Our technology provides a new high-speed approach to map brain functional networks and brain biochemistry in one imaging session, gathering hundreds of different resting state representations of whole brain function and multi-slice metabolite maps within scan times as short as 3 minutes. This opens a range of opportunities to enhance surgical removal of brain tumors while sparing eloquent cortex, in particular in the frontal cortex, which cannot adequately be imaged with conventional, task-based fMRI.
Neurosurgeons have long been focused on regions of the brain that control motor, language, visual, and auditory systems, leaving the frontal cortex largely unmapped. This technology could revolutionize how neurosurgeons make decisions, in part by providing new understanding of the brain’s frontal cortex, an important center of cognition.
The ability to collect both functional and metabolic information simultaneously could provide neurosurgeons with a new level of precision to delineate spatial margins between brain tumors and adjacent eloquent cortex to maximize tumor resection while preserving important brain function.

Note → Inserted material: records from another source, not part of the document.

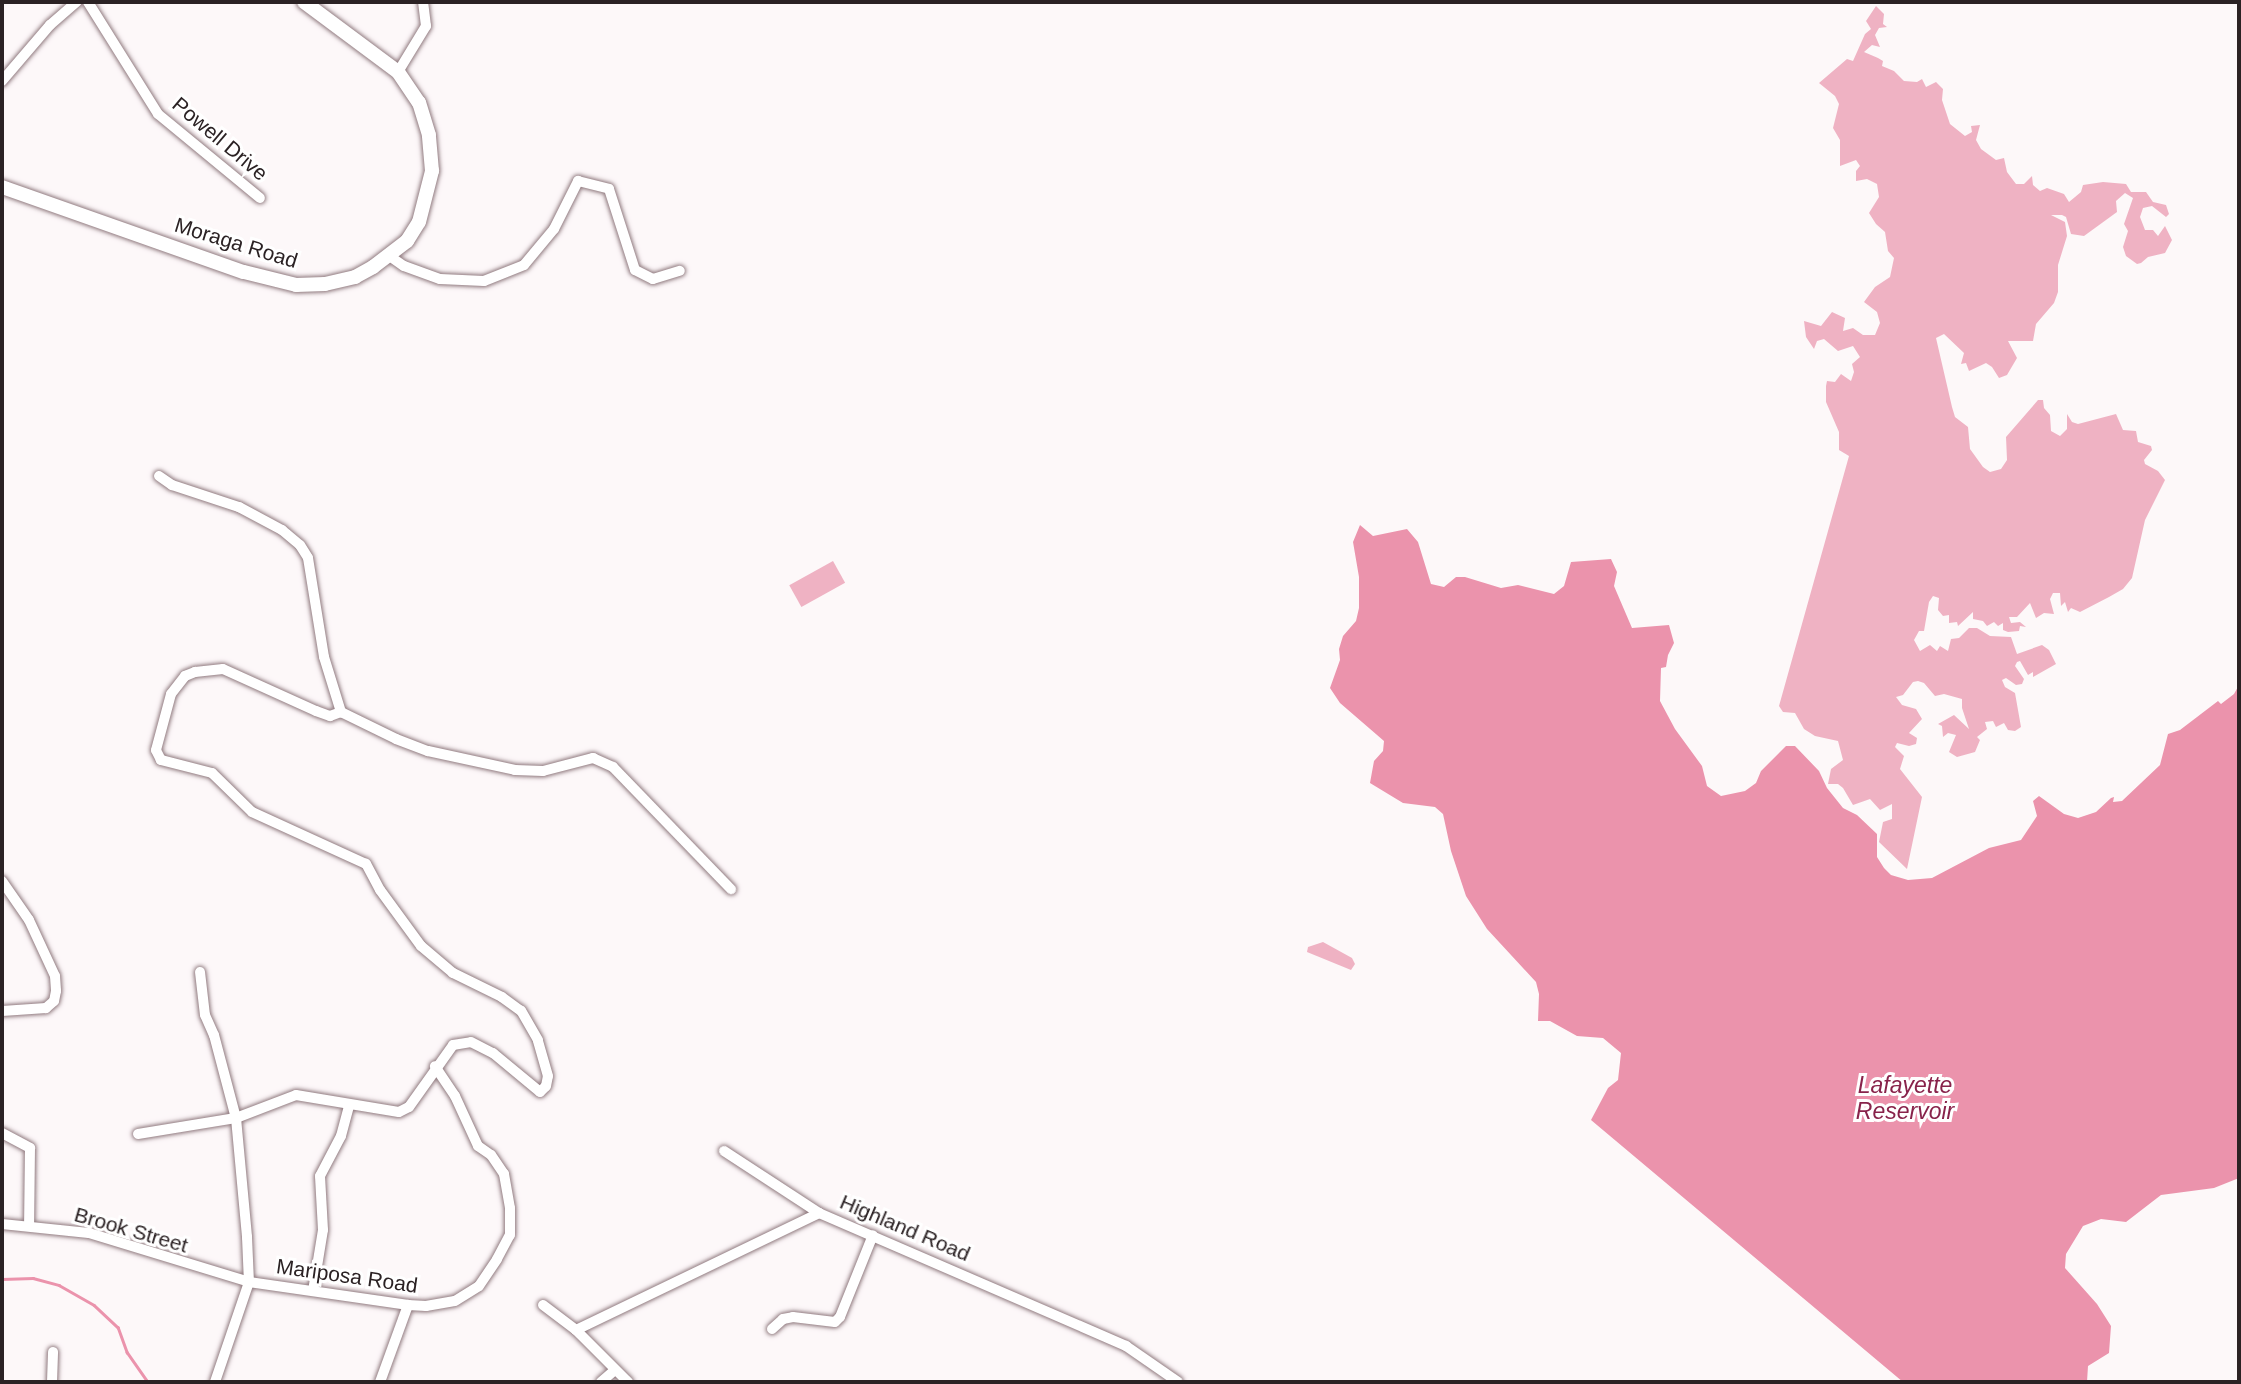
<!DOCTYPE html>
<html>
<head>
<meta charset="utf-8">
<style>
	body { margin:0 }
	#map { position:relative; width:2241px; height:1384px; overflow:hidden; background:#fdf8f9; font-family:Arial,sans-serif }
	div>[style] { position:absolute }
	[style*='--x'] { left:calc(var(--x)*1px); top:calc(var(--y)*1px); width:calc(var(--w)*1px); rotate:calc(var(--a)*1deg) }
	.green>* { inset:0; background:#efb2c3; transform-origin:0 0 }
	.water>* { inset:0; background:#eb93ac }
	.stream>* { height:2.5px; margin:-1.25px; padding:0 1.25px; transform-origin:1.25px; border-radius:1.25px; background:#eb93ac }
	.roads { filter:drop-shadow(0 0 2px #917b80) drop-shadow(0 0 2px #917b80) }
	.minor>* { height:10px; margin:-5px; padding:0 5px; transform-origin:5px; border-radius:5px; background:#fff }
	.secondary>* { height:14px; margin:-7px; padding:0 7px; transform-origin:7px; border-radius:7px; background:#fff }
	span { translate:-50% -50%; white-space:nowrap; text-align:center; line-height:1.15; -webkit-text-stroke:6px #fff; paint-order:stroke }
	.street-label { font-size:21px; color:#2b2224 }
	.water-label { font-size:23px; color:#88234b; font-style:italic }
	.frame { position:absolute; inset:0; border:4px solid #2b2224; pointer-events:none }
</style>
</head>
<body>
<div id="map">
	<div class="green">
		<i style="clip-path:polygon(1876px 6px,1884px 14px,1883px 24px,1887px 27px,1879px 28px,1875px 35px,1880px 47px,1872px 45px,1864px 52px,1878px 58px,1883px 61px,1882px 66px,1894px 71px,1904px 81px,1917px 82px,1922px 79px,1926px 87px,1936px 82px,1943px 89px,1942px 100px,1950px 124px,1965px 136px,1972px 132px,1971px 126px,1980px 125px,1976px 140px,1981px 149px,1996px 160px,2004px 158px,2007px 172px,2016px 184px,2024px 184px,2032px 176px,2033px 185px,2040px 191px,2047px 188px,2064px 194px,2069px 202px,2081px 192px,2083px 185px,2103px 182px,2126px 184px,2131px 192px,2146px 192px,2153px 202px,2166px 205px,2169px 214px,2166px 217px,2152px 206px,2143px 208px,2140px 217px,2145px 230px,2153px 230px,2158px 236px,2165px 226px,2172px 240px,2165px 253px,2148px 257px,2141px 263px,2137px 264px,2126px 256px,2123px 247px,2128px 231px,2124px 224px,2133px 198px,2125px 193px,2116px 201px,2117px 212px,2084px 236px,2071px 234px,2066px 217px,2062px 215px,2051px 215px,2065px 222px,2067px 236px,2058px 265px,2058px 292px,2054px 303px,2036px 324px,2033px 341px,2008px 341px,2017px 358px,2007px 375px,1999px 378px,1992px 367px,1986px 363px,1969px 371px,1966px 363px,1961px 364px,1964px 353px,1944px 334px,1936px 338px,1952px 407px,1955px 417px,1968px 427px,1970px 449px,1983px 467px,1990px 472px,2001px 469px,2007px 460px,2006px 437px,2038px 400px,2043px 400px,2044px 408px,2050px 415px,2051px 431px,2060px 436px,2067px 429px,2067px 414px,2072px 422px,2078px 424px,2116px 414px,2123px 430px,2136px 431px,2138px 442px,2151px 446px,2152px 450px,2144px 460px,2145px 464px,2158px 471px,2165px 480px,2145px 520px,2132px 578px,2123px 589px,2109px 597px,2080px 612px,2071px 608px,2068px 612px,2065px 602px,2061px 606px,2060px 593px,2053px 593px,2050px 599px,2054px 614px,2044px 613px,2036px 618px,2030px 603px,2017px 617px,2009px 617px,2011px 623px,2020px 622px,2026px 627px,2020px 626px,2019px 631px,2008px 632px,2003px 630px,2003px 623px,1998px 626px,1994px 622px,1987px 626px,1983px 621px,1973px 619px,1973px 612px,1958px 626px,1957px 622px,1949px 623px,1949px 615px,1943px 616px,1938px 610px,1939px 598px,1933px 596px,1929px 602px,1924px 631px,1919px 631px,1914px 640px,1920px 651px,1930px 645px,1937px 651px,1940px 646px,1948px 651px,1951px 639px,1959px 638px,1969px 628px,1977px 628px,1990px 636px,2011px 637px,2017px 654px,2042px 645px,2049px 650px,2056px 664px,2033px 677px,2033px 672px,2028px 675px,2020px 661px,2017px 662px,2015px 666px,2024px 679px,2022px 684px,2016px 685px,2006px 678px,2002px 680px,2005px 687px,2015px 693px,2021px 727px,2015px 731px,2008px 730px,2004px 723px,1996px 727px,1993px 721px,1985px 722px,1987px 729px,1977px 737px,1980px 740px,1975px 752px,1957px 757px,1949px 752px,1956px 735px,1948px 733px,1943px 737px,1942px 726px,1938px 724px,1954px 715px,1969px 729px,1962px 708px,1962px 699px,1944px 694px,1935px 696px,1924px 683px,1918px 681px,1913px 682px,1903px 695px,1896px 697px,1902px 705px,1916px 709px,1922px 719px,1909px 733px,1917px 738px,1916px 744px,1909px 746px,1897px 743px,1895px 747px,1904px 756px,1900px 769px,1922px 797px,1907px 869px,1879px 842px,1883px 822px,1892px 819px,1892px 804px,1880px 810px,1870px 799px,1853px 805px,1843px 788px,1838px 784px,1828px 784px,1831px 769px,1843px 760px,1838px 741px,1815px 736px,1804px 729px,1795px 713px,1783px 712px,1779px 706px,1849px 456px,1839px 450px,1839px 432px,1826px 402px,1826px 386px,1827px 381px,1835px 382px,1841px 374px,1851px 381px,1854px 372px,1852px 364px,1860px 357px,1853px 346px,1838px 351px,1824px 339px,1817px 341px,1814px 349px,1806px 337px,1804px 321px,1821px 326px,1832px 312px,1845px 318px,1843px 331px,1853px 328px,1863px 335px,1875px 335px,1880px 323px,1877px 312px,1864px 302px,1875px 287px,1890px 277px,1894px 258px,1888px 251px,1885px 232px,1876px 224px,1869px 213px,1879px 197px,1877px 184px,1867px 179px,1856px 181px,1856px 171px,1860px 166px,1856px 160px,1840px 166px,1840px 140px,1833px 128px,1839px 104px,1835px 96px,1819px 83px,1847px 59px,1853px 61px,1865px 34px,1871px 29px,1866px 21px)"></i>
		<i style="left:833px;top:561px;width:25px;height:50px;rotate:61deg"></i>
		<i style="clip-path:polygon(1323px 942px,1352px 958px,1355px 964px,1351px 970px,1307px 952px,1308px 947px)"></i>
	</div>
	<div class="water">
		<i style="clip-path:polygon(1360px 525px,1373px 536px,1407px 529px,1418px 542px,1431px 584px,1444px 587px,1456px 577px,1465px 577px,1501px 588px,1518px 585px,1554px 594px,1564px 586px,1571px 562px,1611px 559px,1617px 572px,1614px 586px,1632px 628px,1669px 625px,1674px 643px,1668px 655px,1666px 667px,1661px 668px,1660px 701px,1675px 729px,1702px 766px,1707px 786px,1721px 796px,1745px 791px,1756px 783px,1761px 771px,1786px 746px,1795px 746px,1819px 771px,1827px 788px,1843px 808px,1857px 815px,1877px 834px,1877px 857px,1884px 868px,1891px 875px,1908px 880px,1932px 878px,1989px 848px,2021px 840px,2037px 816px,2033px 801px,2039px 796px,2064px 814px,2078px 818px,2096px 812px,2111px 798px,2114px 797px,2113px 802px,2122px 801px,2160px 765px,2168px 734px,2180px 730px,2218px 701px,2221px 704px,2234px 694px,2239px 685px,2239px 1178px,2214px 1188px,2161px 1195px,2126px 1222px,2101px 1219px,2083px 1226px,2066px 1254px,2065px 1268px,2097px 1304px,2111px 1326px,2109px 1353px,2088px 1366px,2087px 1382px,1903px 1382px,1591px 1120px,1608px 1088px,1618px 1080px,1621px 1053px,1603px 1038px,1577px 1036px,1550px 1021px,1538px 1021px,1539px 994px,1536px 982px,1487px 929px,1466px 896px,1451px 851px,1443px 814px,1435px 807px,1403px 803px,1370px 783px,1374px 761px,1383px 751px,1384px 741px,1340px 703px,1330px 688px,1340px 660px,1339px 649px,1343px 636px,1356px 621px,1359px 608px,1359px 577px,1353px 542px)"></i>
	</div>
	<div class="stream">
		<i style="--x:2;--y:1279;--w:31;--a:-2"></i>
		<i style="--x:33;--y:1278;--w:27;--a:15"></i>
		<i style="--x:59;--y:1285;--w:40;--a:29.7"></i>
		<i style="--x:94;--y:1305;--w:33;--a:43"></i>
		<i style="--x:118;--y:1327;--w:27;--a:70"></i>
		<i style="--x:127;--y:1352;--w:37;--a:55"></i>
	</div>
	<div class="roads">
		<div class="minor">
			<i style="--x:88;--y:2;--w:132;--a:58"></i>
			<i style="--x:158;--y:114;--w:132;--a:39.5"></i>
			<i style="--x:398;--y:72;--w:54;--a:-58.7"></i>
			<i style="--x:426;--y:26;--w:24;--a:-97"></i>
			<i style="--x:2;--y:81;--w:74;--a:-49.4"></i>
			<i style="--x:50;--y:25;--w:35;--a:-41"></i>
			<i style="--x:388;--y:255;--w:19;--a:35"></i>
			<i style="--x:404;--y:266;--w:38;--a:20"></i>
			<i style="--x:440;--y:279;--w:44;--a:2.6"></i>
			<i style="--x:484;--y:281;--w:43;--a:-21.8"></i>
			<i style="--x:524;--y:265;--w:47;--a:-50.2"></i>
			<i style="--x:554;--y:229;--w:54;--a:-63.4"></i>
			<i style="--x:578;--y:181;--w:32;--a:14"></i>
			<i style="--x:609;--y:189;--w:85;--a:72.2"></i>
			<i style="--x:635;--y:270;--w:20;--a:27"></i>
			<i style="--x:653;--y:279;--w:28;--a:-17"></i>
			<i style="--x:159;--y:476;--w:16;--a:35"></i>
			<i style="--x:172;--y:485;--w:71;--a:18.2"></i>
			<i style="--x:239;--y:507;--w:49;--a:28.1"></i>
			<i style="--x:282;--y:530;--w:23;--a:40"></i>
			<i style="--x:300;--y:545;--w:15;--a:58"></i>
			<i style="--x:308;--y:558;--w:100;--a:80.8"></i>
			<i style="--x:324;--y:657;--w:58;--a:72.8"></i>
			<i style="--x:341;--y:712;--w:61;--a:26.1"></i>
			<i style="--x:396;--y:739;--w:34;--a:21"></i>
			<i style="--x:428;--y:751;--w:89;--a:12.3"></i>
			<i style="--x:515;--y:770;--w:28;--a:2"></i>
			<i style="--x:543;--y:771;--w:52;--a:-14.6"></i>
			<i style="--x:593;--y:758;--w:22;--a:24"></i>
			<i style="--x:613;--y:767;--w:170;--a:46"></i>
			<i style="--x:2;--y:881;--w:47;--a:55.3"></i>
			<i style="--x:29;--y:920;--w:62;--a:65.1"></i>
			<i style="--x:55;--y:976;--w:15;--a:86"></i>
			<i style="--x:56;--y:991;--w:10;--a:101"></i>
			<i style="--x:54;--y:1001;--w:11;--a:139"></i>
			<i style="--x:46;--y:1008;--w:44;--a:176.1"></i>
			<i style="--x:200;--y:972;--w:43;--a:83.4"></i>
			<i style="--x:205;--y:1015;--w:22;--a:66"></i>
			<i style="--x:214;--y:1035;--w:86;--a:75.2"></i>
			<i style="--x:236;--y:1118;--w:120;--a:84.7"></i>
			<i style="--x:247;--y:1237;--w:45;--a:87.5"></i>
			<i style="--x:249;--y:1282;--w:106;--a:108.8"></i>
			<i style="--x:2;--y:1133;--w:32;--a:28"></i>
			<i style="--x:30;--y:1148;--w:78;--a:90.7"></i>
			<i style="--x:138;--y:1134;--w:99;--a:-9.3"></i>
			<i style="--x:236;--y:1118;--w:64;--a:-21"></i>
			<i style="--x:296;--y:1095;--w:104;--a:9.4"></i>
			<i style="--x:399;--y:1112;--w:11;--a:-27"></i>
			<i style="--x:409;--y:1107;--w:76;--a:-54.6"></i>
			<i style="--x:453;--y:1045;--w:18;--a:-9"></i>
			<i style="--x:471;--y:1042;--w:25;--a:27"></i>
			<i style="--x:493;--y:1053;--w:61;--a:39.7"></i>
			<i style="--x:540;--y:1092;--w:8;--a:-45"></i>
			<i style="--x:546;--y:1086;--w:10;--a:-79"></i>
			<i style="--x:548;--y:1076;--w:37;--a:-106"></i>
			<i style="--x:538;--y:1040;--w:34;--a:-120"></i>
			<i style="--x:521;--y:1011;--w:24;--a:-144"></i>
			<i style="--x:502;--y:997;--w:55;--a:-153.9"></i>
			<i style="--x:453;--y:973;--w:42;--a:-139.8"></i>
			<i style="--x:421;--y:946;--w:69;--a:-126.2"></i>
			<i style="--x:380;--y:890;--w:30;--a:-118"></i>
			<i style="--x:366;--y:864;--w:125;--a:-155.5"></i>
			<i style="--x:252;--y:812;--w:56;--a:-135.7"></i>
			<i style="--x:212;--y:773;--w:53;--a:-165.7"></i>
			<i style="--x:161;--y:760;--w:11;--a:-117"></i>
			<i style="--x:156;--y:750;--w:58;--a:-75"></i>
			<i style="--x:171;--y:694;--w:23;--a:-52"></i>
			<i style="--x:185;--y:676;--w:11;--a:-22"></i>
			<i style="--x:195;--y:672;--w:28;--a:-6"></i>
			<i style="--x:223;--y:669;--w:102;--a:24.3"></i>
			<i style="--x:316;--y:711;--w:15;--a:20"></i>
			<i style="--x:330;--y:716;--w:12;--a:-20"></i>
			<i style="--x:724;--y:1151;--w:113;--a:33.1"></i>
			<i style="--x:2;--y:1224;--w:87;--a:5.9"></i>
			<i style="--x:89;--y:1233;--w:167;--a:17"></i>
			<i style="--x:249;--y:1282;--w:161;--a:8.2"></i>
			<i style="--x:408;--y:1305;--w:18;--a:3"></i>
			<i style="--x:426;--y:1306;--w:29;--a:-10"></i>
			<i style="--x:455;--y:1301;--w:28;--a:-32"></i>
			<i style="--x:479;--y:1286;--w:32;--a:-56"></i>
			<i style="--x:497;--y:1259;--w:27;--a:-62"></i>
			<i style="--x:510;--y:1235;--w:27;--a:-90"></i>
			<i style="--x:510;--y:1208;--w:35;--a:-100"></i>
			<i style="--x:504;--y:1174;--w:23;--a:-124"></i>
			<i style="--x:491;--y:1155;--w:16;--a:-145"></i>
			<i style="--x:478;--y:1146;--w:55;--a:-114.7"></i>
			<i style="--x:455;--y:1096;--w:36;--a:-124"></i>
			<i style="--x:313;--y:1291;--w:62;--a:-80.7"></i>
			<i style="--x:323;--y:1230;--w:54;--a:-93.2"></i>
			<i style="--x:320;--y:1176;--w:45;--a:-62.3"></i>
			<i style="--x:341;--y:1136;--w:31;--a:-75"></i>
			<i style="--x:543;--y:1305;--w:41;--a:37.1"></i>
			<i style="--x:576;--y:1330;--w:74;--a:45"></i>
			<i style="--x:772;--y:1329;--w:15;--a:-42"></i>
			<i style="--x:783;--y:1319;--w:10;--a:-11"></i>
			<i style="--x:793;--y:1317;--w:42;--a:6.8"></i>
			<i style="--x:835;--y:1322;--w:7;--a:-45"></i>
			<i style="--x:840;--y:1317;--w:88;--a:-68.1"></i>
			<i style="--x:576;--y:1330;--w:270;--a:-25.7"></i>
			<i style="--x:819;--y:1213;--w:335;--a:23.4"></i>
			<i style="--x:1126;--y:1346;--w:63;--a:34.7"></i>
			<i style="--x:52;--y:1382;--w:30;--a:-88"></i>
			<i style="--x:380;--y:1382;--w:82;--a:-70"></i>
			<i style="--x:601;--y:1382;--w:18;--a:-41"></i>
		</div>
		<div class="secondary">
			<i style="--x:2;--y:187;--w:256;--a:19.4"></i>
			<i style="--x:244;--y:272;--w:54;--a:14"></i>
			<i style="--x:296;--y:285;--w:29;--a:-2"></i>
			<i style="--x:325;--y:284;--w:31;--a:-13"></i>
			<i style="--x:355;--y:277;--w:21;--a:-29"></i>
			<i style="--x:373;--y:267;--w:43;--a:-37.4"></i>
			<i style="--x:407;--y:241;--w:22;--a:-58"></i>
			<i style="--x:419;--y:222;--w:53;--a:-75.7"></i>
			<i style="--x:432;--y:171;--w:36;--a:-95"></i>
			<i style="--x:429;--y:135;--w:34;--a:-107"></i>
			<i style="--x:419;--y:103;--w:37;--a:-124"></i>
			<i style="--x:398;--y:72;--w:117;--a:-143.3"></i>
		</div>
	</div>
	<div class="street-label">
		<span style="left:220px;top:139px;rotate:40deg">Powell Drive</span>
		<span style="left:236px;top:243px;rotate:17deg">Moraga Road</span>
		<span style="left:905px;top:1228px;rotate:23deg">Highland Road</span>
		<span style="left:131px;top:1230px;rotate:16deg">Brook Street</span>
		<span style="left:347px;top:1276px;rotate:8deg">Mariposa Road</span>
	</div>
	<div class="water-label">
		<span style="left:1905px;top:1098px">Lafayette<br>Reservoir</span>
	</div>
	<div class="frame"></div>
</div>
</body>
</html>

Related reading: Pushing the frontiers of brain imaging with real-time fMRI and more
Collaborative Research to Improve Patient Outcomes
The UNM HSC Department of Neurology has received Small Business Technology Transfer grant funding from the National Institutes of Health in collaboration with our partners at the University of Minnesota and the University of Pittsburgh to develop real-time analysis of brain activity in the presurgical setting using widely available MRI scanners and in the intra-operative setting using intra-operative MRI scanners.
This technology will be validated for presurgical mapping and intra-operative mapping in patients with brain tumors to assess the feasibility of providing neurosurgeons with planning information about brain tissue function near a tumor and with intra-operative updates of tissue function during surgery.
The new simultaneous fMRI and MRSI technology will be further developed to enable real-time resting-state fMRI mapping of eloquent cortex and online mapping of brain metabolites that are present in tissue such as amino acids, lipids, choline, creatine, and others. Comparing the quantity of these metabolites to normal brain tissue can help determine tissue metabolic status and brain tumor type.
We’re working to make these technologies widely available for clinical application, so they can have the greatest benefit for the largest number of patients. Our research involves improving data acquisition techniques to answer important clinical questions. However, this type of groundbreaking research cannot be accomplished in a vacuum, so we collaborate with partners around the nation and across the world.
UNM HSC trainees benefit from this opportunity to develop the communication and teamwork skills they need to work closely with scientists at leading research centers around the world. What’s more, they discover the entrepreneurial spirit necessary to make game-changing discoveries and publish joint papers with leading scientists worldwide.
For all of us, our foremost concern is always improving patient outcomes in the real-world setting. Our work is to make a difference in both care and surgical outcomes for patients.